"""
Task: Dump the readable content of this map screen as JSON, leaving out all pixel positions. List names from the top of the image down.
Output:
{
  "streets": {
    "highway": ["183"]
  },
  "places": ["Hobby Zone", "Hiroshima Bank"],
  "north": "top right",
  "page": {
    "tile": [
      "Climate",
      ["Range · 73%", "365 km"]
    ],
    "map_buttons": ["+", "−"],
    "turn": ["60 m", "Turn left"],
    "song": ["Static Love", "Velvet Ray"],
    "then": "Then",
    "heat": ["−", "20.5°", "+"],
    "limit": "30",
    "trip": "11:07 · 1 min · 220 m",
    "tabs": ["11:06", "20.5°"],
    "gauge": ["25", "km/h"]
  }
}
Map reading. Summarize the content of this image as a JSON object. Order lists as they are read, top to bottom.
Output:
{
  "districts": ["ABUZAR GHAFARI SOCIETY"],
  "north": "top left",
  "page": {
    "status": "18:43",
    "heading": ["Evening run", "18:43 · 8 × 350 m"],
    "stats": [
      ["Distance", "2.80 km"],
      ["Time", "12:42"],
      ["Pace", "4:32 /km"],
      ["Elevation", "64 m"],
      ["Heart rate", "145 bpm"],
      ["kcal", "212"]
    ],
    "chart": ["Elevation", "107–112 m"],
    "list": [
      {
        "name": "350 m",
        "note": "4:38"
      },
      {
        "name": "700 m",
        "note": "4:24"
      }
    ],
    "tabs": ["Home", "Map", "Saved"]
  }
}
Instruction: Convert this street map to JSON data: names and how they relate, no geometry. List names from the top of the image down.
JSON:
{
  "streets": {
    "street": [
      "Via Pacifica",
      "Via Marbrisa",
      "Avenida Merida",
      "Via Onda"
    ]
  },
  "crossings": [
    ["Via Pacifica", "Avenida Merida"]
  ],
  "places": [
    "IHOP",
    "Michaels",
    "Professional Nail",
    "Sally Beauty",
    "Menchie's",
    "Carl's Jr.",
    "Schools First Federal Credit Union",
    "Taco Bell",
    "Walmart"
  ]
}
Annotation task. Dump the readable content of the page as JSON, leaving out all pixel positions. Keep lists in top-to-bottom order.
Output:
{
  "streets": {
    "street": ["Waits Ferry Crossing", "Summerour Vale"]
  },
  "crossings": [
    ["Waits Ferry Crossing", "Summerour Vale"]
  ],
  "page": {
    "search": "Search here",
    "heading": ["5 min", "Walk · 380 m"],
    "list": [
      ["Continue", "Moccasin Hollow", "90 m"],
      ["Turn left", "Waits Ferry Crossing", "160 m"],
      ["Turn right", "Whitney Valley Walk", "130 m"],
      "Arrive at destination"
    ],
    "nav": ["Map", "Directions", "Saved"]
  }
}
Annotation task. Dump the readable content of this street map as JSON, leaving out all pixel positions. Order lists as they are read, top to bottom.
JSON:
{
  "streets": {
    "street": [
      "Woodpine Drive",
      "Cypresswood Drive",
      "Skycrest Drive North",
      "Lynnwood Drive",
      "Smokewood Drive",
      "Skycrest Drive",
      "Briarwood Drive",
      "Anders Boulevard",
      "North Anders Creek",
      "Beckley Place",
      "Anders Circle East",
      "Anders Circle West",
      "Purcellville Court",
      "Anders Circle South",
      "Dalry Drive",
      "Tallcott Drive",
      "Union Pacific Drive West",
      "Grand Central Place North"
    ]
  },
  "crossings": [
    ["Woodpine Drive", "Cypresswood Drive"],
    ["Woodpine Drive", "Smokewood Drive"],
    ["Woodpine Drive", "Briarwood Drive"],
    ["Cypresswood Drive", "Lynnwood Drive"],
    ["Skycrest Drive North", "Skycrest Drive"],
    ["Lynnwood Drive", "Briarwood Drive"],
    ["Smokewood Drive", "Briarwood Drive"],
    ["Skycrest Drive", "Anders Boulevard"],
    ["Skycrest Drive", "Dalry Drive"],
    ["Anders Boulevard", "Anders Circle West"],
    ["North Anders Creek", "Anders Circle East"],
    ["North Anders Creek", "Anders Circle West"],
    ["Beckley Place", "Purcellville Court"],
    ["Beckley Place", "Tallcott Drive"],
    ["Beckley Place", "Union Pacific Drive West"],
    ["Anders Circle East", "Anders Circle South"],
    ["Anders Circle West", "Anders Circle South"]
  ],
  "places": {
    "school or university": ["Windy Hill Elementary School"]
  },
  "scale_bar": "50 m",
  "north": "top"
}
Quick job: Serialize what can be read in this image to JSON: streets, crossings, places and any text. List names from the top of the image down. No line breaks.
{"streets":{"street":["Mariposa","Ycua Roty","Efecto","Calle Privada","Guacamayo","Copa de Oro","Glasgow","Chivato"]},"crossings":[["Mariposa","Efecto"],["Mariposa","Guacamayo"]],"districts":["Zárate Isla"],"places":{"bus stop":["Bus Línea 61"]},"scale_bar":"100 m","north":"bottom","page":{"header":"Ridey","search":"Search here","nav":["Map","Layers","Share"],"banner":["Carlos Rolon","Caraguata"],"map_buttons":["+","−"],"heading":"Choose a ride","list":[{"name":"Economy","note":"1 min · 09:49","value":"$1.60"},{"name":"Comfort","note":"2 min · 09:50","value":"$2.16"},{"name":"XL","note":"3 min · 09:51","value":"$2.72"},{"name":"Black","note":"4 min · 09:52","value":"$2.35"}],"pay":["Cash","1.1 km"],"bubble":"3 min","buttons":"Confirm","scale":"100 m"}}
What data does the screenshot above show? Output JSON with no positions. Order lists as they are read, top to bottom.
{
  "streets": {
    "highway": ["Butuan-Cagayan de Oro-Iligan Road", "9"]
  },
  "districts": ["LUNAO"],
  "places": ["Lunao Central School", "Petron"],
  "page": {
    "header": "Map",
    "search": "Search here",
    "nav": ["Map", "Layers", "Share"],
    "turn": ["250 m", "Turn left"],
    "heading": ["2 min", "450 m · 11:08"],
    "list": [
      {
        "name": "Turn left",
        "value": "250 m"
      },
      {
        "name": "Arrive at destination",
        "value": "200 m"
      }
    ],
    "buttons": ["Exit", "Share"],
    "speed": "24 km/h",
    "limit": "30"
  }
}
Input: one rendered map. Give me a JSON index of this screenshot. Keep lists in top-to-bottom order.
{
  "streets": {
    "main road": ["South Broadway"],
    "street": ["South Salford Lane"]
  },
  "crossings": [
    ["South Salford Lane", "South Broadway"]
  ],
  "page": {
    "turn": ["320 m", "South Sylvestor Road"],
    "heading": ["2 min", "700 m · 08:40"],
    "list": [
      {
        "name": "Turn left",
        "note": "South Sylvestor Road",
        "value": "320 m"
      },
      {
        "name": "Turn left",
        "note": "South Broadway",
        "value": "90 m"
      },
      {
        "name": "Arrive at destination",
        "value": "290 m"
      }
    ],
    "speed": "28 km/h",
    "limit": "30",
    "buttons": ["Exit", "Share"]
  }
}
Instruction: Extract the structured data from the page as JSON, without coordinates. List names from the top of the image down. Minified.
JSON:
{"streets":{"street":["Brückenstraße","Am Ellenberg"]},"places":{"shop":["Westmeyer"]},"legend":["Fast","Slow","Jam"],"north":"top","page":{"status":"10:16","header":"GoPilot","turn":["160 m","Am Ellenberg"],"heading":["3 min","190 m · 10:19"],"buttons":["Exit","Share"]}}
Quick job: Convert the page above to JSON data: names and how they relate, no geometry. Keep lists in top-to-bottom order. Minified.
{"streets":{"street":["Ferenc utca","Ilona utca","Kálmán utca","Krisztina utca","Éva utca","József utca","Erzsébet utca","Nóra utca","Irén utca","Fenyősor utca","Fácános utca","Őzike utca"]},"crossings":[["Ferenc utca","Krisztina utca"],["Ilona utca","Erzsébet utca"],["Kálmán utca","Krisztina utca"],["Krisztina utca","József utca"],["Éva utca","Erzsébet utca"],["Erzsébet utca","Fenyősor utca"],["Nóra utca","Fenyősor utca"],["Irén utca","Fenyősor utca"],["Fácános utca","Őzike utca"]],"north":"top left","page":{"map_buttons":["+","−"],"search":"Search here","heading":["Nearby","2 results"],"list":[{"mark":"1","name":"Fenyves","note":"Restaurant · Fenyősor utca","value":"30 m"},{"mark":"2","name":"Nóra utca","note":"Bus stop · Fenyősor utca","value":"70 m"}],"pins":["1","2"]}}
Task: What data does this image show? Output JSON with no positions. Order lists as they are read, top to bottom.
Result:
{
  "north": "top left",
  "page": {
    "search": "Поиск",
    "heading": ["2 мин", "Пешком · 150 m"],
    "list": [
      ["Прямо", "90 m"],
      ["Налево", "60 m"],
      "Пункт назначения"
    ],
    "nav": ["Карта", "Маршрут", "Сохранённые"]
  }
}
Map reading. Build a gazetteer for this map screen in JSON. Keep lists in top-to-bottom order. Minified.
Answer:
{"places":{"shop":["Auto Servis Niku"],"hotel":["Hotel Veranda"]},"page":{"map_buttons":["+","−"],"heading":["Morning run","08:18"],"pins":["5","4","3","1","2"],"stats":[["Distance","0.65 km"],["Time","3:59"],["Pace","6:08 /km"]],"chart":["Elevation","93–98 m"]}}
"""
* _Brief_
Needed here are the exact lines from the start of the material through the line that contains "Instruction: Convert this", and no others.

* _Problem solution_
Task: Dump the readable content of this map screen as JSON, leaving out all pixel positions. List names from the top of the image down.
Output:
{
  "streets": {
    "highway": ["183"]
  },
  "places": ["Hobby Zone", "Hiroshima Bank"],
  "north": "top right",
  "page": {
    "tile": [
      "Climate",
      ["Range · 73%", "365 km"]
    ],
    "map_buttons": ["+", "−"],
    "turn": ["60 m", "Turn left"],
    "song": ["Static Love", "Velvet Ray"],
    "then": "Then",
    "heat": ["−", "20.5°", "+"],
    "limit": "30",
    "trip": "11:07 · 1 min · 220 m",
    "tabs": ["11:06", "20.5°"],
    "gauge": ["25", "km/h"]
  }
}
Map reading. Summarize the content of this image as a JSON object. Order lists as they are read, top to bottom.
Output:
{
  "districts": ["ABUZAR GHAFARI SOCIETY"],
  "north": "top left",
  "page": {
    "status": "18:43",
    "heading": ["Evening run", "18:43 · 8 × 350 m"],
    "stats": [
      ["Distance", "2.80 km"],
      ["Time", "12:42"],
      ["Pace", "4:32 /km"],
      ["Elevation", "64 m"],
      ["Heart rate", "145 bpm"],
      ["kcal", "212"]
    ],
    "chart": ["Elevation", "107–112 m"],
    "list": [
      {
        "name": "350 m",
        "note": "4:38"
      },
      {
        "name": "700 m",
        "note": "4:24"
      }
    ],
    "tabs": ["Home", "Map", "Saved"]
  }
}
Instruction: Convert this street map to JSON data: names and how they relate, no geometry. List names from the top of the image down.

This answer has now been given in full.